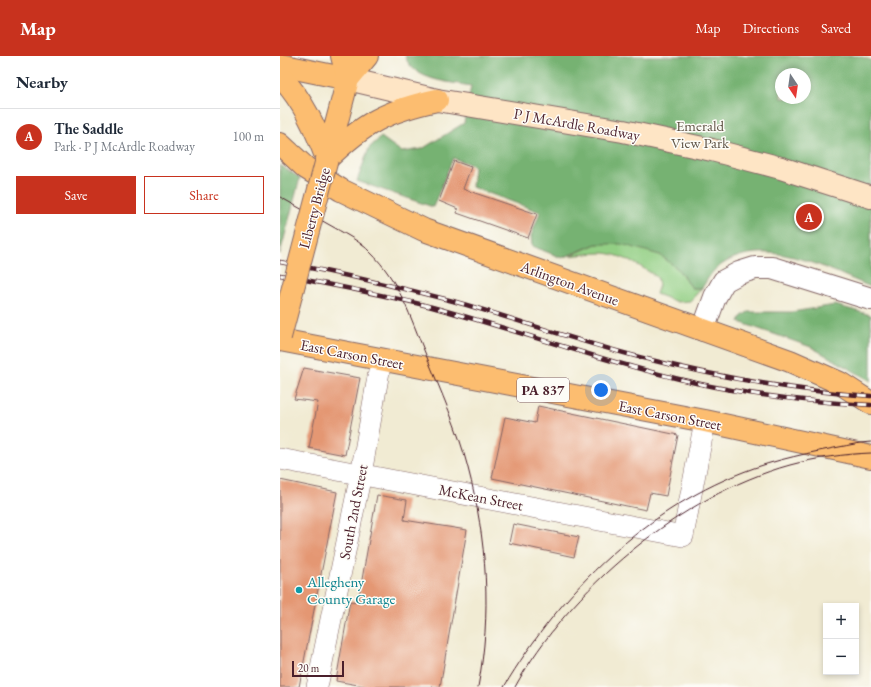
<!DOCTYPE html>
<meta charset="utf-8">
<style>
:root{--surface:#fff;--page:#f6f6f7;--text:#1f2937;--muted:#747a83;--line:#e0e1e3;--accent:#c8321e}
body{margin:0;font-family:"EB Garamond",serif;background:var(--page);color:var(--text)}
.controls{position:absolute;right:12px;bottom:12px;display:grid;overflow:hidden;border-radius:0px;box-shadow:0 2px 6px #0003}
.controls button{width:36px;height:36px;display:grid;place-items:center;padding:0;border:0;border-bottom:1px solid var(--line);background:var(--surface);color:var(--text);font:20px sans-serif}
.compass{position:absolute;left:495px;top:12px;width:36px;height:36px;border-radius:50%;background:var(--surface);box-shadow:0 2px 6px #0003;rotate:167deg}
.scale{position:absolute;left:12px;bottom:10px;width:52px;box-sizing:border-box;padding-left:4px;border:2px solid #4a1f2b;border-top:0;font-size:11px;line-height:14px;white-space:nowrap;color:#4a1f2b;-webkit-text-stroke:3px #fdfcf7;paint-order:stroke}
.you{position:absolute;left:321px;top:334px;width:14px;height:14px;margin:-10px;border:3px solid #fff;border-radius:50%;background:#1a73e8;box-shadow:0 0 0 6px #1a73e833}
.badge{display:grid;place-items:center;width:26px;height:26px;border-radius:50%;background:var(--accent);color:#fff;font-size:13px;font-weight:700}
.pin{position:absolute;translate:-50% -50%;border:2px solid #fff;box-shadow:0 1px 4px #0006}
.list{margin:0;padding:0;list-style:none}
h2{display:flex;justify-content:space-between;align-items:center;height:52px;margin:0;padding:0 16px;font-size:17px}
h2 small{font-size:13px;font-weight:400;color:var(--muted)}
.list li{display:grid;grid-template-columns:26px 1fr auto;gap:12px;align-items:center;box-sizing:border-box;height:56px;padding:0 16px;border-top:1px solid var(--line)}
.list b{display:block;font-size:15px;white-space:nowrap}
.list p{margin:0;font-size:13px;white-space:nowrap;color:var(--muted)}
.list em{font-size:13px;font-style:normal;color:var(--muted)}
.actions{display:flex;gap:8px;padding:12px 16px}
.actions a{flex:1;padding:9px 0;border:1px solid var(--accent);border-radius:0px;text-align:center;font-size:14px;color:var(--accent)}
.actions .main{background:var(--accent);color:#fff}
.map{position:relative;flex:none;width:591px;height:631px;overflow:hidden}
header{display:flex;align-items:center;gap:24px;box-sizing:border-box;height:56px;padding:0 20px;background:var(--accent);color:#fff}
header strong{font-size:19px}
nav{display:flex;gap:22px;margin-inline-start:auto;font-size:14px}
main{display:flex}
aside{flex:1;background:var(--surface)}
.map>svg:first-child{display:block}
.green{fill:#93cf84;stroke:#6e7758}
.forest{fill:#76b272;stroke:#60684e;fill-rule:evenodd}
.building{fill:#e49773}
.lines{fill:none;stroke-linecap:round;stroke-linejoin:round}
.minor-casing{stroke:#846666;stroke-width:22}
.tertiary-casing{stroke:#846666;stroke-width:24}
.secondary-casing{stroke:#846666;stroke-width:24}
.primary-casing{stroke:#846666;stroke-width:24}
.trunk-casing{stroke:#846666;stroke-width:24}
.minor{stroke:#fff;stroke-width:21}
.tertiary{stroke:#fff;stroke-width:22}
.secondary{stroke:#fee5c5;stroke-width:22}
.primary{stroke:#fcbd6f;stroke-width:22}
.trunk{stroke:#fcbd6f;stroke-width:22}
.tram{stroke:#4a1f2b;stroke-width:1}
.rail-casing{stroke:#4a1f2b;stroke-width:4.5}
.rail{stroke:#fdfcf7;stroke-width:3;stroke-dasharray:9;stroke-linecap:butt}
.trunk-bridge-casing{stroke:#846666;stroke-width:24;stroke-linecap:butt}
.trunk-bridge{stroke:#fcbd6f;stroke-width:22}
.culture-dot{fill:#0f9aa8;stroke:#fdfcf7;stroke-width:1.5}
.labels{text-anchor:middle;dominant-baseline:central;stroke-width:3;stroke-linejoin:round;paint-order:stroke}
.shield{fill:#fdfcf7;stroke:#806168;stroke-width:1}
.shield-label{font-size:14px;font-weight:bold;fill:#4a1f2b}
.street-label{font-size:15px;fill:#4a1f2b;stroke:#fdfcf7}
.park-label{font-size:15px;fill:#605446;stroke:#fdfcf7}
.culture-label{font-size:15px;fill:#0d838f;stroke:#fdfcf7;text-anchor:start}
</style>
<header>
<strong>Map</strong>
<nav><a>Map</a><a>Directions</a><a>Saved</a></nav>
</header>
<main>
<aside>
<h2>Nearby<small></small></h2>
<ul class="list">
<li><span class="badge">A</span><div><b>The Saddle</b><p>Park · P J McArdle Roadway</p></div><em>100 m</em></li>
</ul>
<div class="actions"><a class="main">Save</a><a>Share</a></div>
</aside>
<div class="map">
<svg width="591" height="631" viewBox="0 0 591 631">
<rect width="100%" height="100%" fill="#fdfcf7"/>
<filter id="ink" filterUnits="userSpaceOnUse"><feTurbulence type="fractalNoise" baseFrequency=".025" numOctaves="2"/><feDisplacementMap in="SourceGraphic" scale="8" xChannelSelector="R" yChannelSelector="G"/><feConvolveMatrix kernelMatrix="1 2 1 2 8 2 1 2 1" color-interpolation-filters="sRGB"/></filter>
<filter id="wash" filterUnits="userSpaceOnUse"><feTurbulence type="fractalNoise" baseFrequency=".012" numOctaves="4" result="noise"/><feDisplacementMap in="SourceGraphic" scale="16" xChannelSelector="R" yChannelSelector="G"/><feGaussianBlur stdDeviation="0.9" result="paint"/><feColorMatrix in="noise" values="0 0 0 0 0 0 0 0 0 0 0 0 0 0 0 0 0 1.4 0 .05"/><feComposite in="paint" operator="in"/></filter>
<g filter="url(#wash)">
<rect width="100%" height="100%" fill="#f1ebd3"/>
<path class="green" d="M341 187 380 199 397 212 412 232H422L410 245 397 246 376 238 379 229 377 221C362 211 340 197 321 197 310 197 300 199 290 200L316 188Z"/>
<path class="forest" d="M125 0H579L591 4V231C546 213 483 176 437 212 431 216 426 226 422 232H412L397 212 380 199 341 188H316L282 202 252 190 251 180 260 156 192 131 194 110 173 102 153 151 77 125 89 92 101 81 122 96 142 93 184 67 191 30C170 26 133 25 125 0ZM501 18H525V42H501Z
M0 109 20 122 0 198Z
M555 249 591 259V325L531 291 459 266 461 261 468 256H512Z"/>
<g id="blocks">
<path class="building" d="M174 105 191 111 183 133 257 158 248 182 177 157 178 153 159 145Z
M24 312 80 322 65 399 29 392 38 346 14 343Z
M258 350 398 379 386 440 370 437 366 454 212 422 225 361 255 367Z
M0 424 57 436 19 631H0Z
M97 439 127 444 124 464 187 474 160 631H89L56 625 70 545 78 546Z
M233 468 299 481 294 501 229 487Z"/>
</g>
</g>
<g filter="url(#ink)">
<use href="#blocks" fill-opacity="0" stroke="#846666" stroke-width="1"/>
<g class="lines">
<defs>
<path id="minor" d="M0 403 403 480 425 365
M37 631 81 418 101 304"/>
<path id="tertiary" d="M423 274 435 241 444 225 459 217 475 212H492L591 243"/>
<path id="secondary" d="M68 23 157 44 343 75 432 94 501 112 591 141"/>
<path id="primary" d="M0 9 68 23
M0 88 26 112 61 134 144 174 510 305 560 327 591 347
M0 284 425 365 591 401"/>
<path id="trunk" d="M62 0 68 23
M0 20C23 44 36 73 47 103
M47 103C84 67 106 55 157 44
M47 103 68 23 87 0"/>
</defs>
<use href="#minor" class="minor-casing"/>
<use href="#tertiary" class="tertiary-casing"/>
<use href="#secondary" class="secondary-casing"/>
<use href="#primary" class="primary-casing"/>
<use href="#trunk" class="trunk-casing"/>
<use href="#minor" class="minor"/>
<use href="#tertiary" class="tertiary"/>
<use href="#secondary" class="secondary"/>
<use href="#primary" class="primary"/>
<use href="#trunk" class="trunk"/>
<path class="tram" d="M0 141C18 151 37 162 55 172 67 179 81 186 90 196 120 225 130 261 146 299 161 336 178 373 188 412 207 484 212 558 198 631
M224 631C281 535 367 450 474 412 509 400 544 394 580 387L591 386
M235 631C289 533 401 439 510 409 536 402 564 398 591 397"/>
<defs>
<path id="rail" d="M0 206C58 217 115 230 173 245 236 263 299 286 363 302 438 321 513 335 591 340
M0 219C51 229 102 238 152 251 240 275 327 307 416 327 474 340 532 346 591 349"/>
</defs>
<use href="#rail" class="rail-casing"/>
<use href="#rail" class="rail"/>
<defs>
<path id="trunk-bridge" d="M0 281 47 103"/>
</defs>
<use href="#trunk-bridge" class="trunk-bridge-casing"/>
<use href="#trunk-bridge" class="trunk-bridge"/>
</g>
</g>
<circle class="culture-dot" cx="19" cy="534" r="4"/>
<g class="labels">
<rect class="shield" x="237" y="322" width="52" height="24" rx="3"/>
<g class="shield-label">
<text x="263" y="334">PA 837</text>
</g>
<g class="street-label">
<text transform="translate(297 68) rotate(10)">P J McArdle Roadway</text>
<text transform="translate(34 152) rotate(-75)">Liberty Bridge</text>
<text transform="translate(290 227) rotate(20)">Arlington Avenue</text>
<text transform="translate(72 298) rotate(11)">East Carson Street</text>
<text transform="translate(390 359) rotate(11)">East Carson Street</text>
<text transform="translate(201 441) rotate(11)">McKean Street</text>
<text transform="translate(73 456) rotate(-79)">South 2nd Street</text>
</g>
<g class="park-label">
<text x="420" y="69">Emerald<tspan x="420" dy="17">View Park</tspan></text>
</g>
<g class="culture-label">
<text x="27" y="525">Allegheny<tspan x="27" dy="17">County Garage</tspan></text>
</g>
</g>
</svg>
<div class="controls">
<button>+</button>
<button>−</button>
</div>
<svg class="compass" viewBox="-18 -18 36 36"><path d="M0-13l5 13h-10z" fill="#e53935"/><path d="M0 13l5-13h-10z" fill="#747a83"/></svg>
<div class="scale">20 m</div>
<div class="you"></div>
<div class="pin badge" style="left:529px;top:161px">A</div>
</div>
</main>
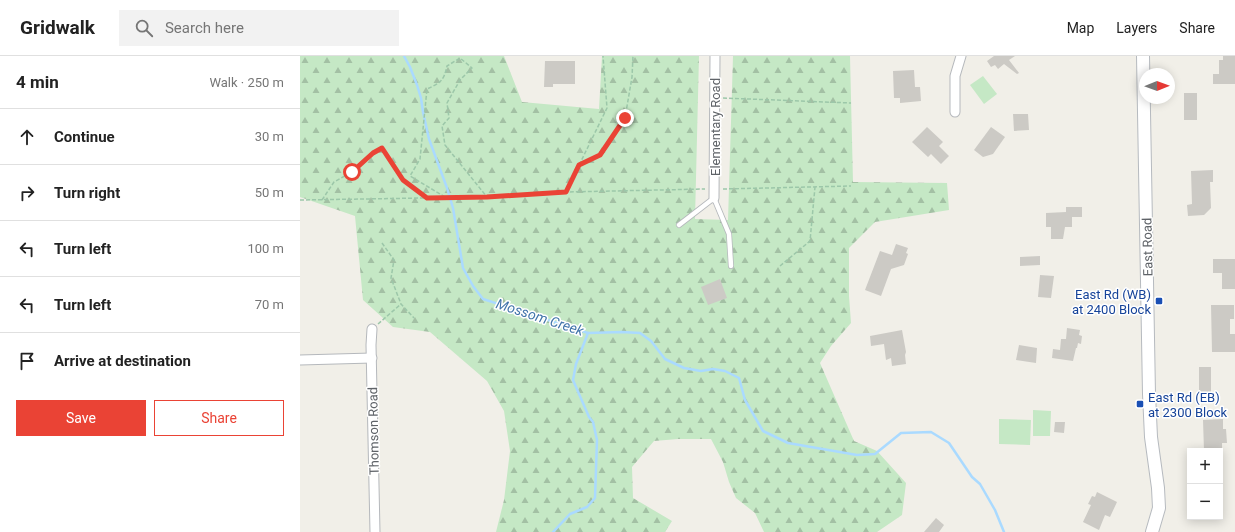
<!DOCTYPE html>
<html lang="en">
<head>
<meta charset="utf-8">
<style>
	:root { --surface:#fff; --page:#f2f2f2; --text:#222; --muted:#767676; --line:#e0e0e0; --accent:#ea4335 }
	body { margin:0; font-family:Roboto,sans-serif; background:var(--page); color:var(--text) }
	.controls { position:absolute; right:12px; bottom:12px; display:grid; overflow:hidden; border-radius:0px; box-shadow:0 2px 10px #0003 }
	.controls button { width:36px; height:36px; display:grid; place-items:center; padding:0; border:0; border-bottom:1px solid var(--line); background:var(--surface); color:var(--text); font:20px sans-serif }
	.compass { position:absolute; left:839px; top:12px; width:36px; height:36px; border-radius:50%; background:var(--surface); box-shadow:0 2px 10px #0003; rotate:89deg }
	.stop { position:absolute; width:12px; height:12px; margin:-9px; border:3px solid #ea4335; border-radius:50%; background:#fff }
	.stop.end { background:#ea4335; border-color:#fff; box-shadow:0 1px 4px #0008 }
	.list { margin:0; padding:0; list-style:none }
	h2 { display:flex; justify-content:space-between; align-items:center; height:52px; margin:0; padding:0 16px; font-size:17px }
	h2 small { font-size:13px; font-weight:400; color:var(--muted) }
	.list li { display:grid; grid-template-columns:26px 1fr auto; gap:12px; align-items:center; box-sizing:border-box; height:56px; padding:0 16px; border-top:1px solid var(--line) }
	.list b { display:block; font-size:15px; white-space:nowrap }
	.list em { font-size:13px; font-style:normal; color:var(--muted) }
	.actions { display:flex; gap:8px; padding:12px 16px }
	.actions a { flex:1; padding:9px 0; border:1px solid var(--accent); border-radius:0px; text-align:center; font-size:14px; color:var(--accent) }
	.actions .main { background:var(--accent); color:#fff }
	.icon { flex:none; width:22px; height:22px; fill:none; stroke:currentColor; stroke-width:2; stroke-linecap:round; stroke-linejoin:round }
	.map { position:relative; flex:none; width:935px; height:476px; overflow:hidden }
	header { display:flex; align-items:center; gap:24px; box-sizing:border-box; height:56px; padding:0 20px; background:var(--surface); border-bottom:1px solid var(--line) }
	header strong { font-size:19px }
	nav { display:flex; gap:22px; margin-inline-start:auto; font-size:14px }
	.search { width:280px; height:36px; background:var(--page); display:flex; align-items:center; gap:10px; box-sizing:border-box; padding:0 14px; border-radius:0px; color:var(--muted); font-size:15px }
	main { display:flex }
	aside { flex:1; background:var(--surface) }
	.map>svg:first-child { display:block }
	.forest { fill:url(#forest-firs) }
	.pitch { fill:#c5e8c5 }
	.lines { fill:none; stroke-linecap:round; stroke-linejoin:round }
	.stream { stroke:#aadaff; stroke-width:2.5 }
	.building { fill:#cccac5 }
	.service-casing { stroke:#b5b8bc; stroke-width:6 }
	.minor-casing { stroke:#b5b8bc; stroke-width:11 }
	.secondary-casing { stroke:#b6babf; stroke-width:14 }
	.path { stroke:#9cc7a9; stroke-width:1.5; stroke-dasharray:4 2; stroke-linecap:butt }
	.service { stroke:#fff; stroke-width:4.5 }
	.minor { stroke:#fff; stroke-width:9 }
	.secondary { stroke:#fff; stroke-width:12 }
	.route { stroke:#ea4335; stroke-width:5 }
	.transit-dot { fill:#1a4fb4; stroke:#fff; stroke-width:1.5 }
	.labels { text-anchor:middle; stroke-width:3; stroke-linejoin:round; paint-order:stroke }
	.street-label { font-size:13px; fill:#5f6368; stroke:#fff }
	.transit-label { font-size:13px; fill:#164399; stroke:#fff; text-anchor:end }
	.water-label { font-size:14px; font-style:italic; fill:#4174aa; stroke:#fff }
</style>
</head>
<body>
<header>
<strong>Gridwalk</strong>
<div class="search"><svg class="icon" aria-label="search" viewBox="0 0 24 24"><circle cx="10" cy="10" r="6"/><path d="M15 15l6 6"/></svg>Search here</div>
<nav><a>Map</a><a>Layers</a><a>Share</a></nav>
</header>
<main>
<aside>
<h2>4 min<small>Walk · 250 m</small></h2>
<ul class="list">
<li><svg class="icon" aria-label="ahead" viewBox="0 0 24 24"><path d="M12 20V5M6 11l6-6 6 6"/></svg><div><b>Continue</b></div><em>30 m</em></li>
<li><svg class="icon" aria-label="right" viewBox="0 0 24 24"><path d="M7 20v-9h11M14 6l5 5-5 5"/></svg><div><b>Turn right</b></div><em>50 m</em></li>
<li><svg class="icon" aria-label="left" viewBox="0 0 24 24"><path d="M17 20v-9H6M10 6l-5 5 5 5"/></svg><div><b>Turn left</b></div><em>100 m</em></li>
<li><svg class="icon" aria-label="left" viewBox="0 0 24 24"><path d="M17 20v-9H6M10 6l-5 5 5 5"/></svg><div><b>Turn left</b></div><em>70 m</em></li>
<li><svg class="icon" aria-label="arrive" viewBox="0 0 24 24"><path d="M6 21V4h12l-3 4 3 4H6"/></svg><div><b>Arrive at destination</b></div></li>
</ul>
<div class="actions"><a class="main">Save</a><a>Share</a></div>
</aside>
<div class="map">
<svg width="935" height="476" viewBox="0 0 935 476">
	<defs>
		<pattern id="forest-firs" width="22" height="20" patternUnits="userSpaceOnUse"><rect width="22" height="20" fill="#c5e8c5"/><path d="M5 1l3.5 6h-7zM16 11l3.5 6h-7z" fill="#a3c0a4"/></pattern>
	</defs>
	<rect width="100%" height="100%" fill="#f1efe8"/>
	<path class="forest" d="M 0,0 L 204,0 L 222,46 L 299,53 L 302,0 L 399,0 L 395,163 L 428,164 L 433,0 L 550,0 L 553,126 L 647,127 L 649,154 L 575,166 L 549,192 L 549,240 L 551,267 L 531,290 L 520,307 L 554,385 L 577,395 L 606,427 L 602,459 L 577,476 L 464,476 L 455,457 L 436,442 L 429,426 L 423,406 L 411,383 L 378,383 L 354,385 L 332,411 L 333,442 L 372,465 L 365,476 L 196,476 L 204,444 L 210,395 L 204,355 L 187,325 L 130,276 L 93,271 L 63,244 L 55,160 L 0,141 Z"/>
	<g class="pitch">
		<path d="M 683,20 L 697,38 L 684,48 L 670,29 Z"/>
		<path d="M 733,354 L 751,355 L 750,380 L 733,380 Z"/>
		<path d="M 699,363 L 731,364 L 730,389 L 699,388 Z"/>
	</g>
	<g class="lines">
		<g class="stream">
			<path d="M 104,0 L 110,11 L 117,29 L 121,42 L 123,56 L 129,83 L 147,132 L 153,152 L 163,212 L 173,230 L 183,243 L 288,277 L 322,276 L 340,277 L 351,285 L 365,303 L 384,312 L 401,315 L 413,313 L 425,315 L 439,322 L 445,344 L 463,375 L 488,387 L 557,399 L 575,398 L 601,377 L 631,376 L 649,387 L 672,421 L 680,428 L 695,454 L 704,476"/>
			<path d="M 253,476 L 270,458 L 287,451 L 295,442 L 297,384 L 293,366 L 289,361 L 273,324 L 276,308 L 288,277"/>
		</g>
	</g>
	<g class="building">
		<path d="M 694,0 L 715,0 L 709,4 L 719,17 L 717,18 L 704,8 L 698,13 L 695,9 L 691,11 L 687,5 Z"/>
		<path d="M 923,0 L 935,0 L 935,28 L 913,28 L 913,18 L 919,18 L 919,4 L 923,4 Z"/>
		<path d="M 245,5 L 275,5 L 275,28 L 253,28 L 253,31 L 244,31 Z"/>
		<path d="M 614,14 L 615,31 L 620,31 L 621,45 L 600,47 L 600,42 L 594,42 L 593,15 Z"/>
		<rect x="884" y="37" width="13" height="27"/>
		<path d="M 713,58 L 728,58 L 729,74 L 714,75 Z"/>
		<path d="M 627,71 L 643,86 L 639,90 L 649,100 L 641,108 L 631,98 L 628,101 L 612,86 Z"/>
		<path d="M 691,71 L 705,81 L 693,98 L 683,101 L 674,94 Z"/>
		<path d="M 913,114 L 913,126 L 910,126 L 911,152 L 904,159 L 888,160 L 887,149 L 892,148 L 891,115 Z"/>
		<path d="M 766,151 L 782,151 L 782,161 L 772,161 L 772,171 L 765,171 L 763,183 L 751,183 L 751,171 L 746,171 L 746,157 L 766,156 Z"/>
		<path d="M 596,188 L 608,192 L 606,197 L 608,198 L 604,209 L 591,213 L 581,240 L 565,234 L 580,195 L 592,199 Z"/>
		<path d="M 740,200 L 740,209 L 720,210 L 720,201 Z"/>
		<path d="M 913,203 L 935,203 L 935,233 L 922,233 L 922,217 L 913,217 Z"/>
		<path d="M 740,219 L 754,220 L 751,242 L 738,241 Z"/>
		<path d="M 420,223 L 427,242 L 408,249 L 401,231 Z"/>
		<path d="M 911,249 L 934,249 L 934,263 L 930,263 L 930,278 L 935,278 L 935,296 L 912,296 Z"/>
		<path d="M 767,272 L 780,274 L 779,279 L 782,280 L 781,288 L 778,287 L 777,292 L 776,292 L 773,305 L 752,302 L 753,293 L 760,294 L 761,283 L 766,283 Z"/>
		<path d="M 602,274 L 606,296 L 605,299 L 606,308 L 592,310 L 591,302 L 586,304 L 584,288 L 571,290 L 570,280 Z"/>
		<path d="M 719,289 L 737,292 L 736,307 L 716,304 Z"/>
		<rect x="899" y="311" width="12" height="27"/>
		<path d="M 923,363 L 923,373 L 926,373 L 927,387 L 922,387 L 922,395 L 904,395 L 903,364 Z"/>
		<path d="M 755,366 L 765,366 L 764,377 L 754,376 Z"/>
		<path d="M 797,436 L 817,446 L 810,461 L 805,459 L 799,474 L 783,466 L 791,449 L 788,448 L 792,440 L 795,441 Z"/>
		<path d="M 636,462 L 644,469 L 639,476 L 624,476 Z"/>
	</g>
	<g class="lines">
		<defs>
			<path id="service" d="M 379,169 L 414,142 L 429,178 L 431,210"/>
			<g id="minor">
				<path d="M 655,56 L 655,20 L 661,0"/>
				<path d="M 414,142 L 415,0"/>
				<path d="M 72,273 L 71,289 L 75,476"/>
				<path d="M 0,304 L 72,302"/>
			</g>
			<path id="secondary" d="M 843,0 L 849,338 L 851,381 L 858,432 L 859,452 L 852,476"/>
		</defs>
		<use href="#service" class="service-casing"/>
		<use href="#minor" class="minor-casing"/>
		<use href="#secondary" class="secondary-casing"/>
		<g class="path">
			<path d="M 423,42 L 551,47"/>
			<path d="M 279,109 L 301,99 L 325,62 L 332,21 L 333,0"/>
			<path d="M 423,133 L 551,130"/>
			<path d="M 266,136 L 307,52 L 303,0"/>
			<path d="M 145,141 L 110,120 L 120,103 L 127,33 C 140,27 144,25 147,10 L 160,2 L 172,12 L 160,24 L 147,47 L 149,62 L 142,70 L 145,89 L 187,141"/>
			<path d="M 0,144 L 187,141 L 266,136 L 405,133"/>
			<path d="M 22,144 L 34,126 L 52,116 L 73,97 L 82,92 L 103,124 L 127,142"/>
			<path d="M 82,187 L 94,204 L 91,222 L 101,248 L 114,262"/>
			<path d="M 480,210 L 510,185 L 515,131"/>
			<path d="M 78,268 L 101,248"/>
		</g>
		<use href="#service" class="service"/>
		<use href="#minor" class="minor"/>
		<use href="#secondary" class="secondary"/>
	</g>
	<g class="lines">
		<path class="route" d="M 52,116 L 73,97 L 82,92 L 103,124 L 127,142 L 187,141 L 266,136 L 279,109 L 300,99 L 325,62"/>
	</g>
	<g class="transit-dot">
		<rect x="855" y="241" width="8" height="8" rx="2"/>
		<rect x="836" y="344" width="8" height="8" rx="2"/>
	</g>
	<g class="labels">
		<g class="street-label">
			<text transform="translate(415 71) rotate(-90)" y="5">Elementary Road</text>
			<text transform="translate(847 191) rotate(-91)" y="5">East Road</text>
			<text transform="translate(73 375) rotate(-91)" y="5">Thomson Road</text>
		</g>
		<g class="transit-label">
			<text x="851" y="243">East Rd (WB)<tspan x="851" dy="15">at 2400 Block</tspan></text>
			<text x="848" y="346" text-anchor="start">East Rd (EB)<tspan x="848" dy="15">at 2300 Block</tspan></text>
		</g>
		<g class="water-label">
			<text transform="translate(240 261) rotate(18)" y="5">Mossom Creek</text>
		</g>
	</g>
</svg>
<div class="controls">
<button>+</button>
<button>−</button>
</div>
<svg class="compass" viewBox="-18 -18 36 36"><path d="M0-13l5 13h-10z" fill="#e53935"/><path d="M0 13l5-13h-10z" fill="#767676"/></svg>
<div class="stop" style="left:52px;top:116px"></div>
<div class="stop end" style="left:325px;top:62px"></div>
</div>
</main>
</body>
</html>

___

# [Task statement]
All lines in the listing above with the string "html" should be returned.

# [Solved problem]
<!DOCTYPE html>
<!DOCTYPE html>
<html lang="en">
</html>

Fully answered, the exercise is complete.